[Stored data]
"""
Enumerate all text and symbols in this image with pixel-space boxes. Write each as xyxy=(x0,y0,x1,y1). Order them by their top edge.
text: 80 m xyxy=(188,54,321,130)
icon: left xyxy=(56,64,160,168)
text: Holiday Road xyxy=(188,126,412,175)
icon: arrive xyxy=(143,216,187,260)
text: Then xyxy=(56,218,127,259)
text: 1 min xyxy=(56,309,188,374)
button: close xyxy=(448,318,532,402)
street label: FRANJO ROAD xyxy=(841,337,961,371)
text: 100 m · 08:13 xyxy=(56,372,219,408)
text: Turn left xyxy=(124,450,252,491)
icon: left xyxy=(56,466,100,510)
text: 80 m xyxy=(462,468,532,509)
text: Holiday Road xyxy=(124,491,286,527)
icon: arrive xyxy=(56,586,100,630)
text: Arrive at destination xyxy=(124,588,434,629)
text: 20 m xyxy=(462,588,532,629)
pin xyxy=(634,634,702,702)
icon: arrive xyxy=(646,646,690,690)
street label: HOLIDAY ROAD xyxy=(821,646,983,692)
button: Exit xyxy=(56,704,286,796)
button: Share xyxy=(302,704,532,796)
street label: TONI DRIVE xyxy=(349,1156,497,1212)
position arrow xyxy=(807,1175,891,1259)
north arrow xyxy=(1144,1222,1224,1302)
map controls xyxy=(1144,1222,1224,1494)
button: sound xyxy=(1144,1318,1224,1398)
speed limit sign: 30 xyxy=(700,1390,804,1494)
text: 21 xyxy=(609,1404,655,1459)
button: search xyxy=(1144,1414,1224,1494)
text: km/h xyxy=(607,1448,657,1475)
"""
**ABOUT THIS EXERCISE:** Your answer must be a single number: the count of lines in these records that contain "button".

**ANSWER FOR THIS EXERCISE:** 5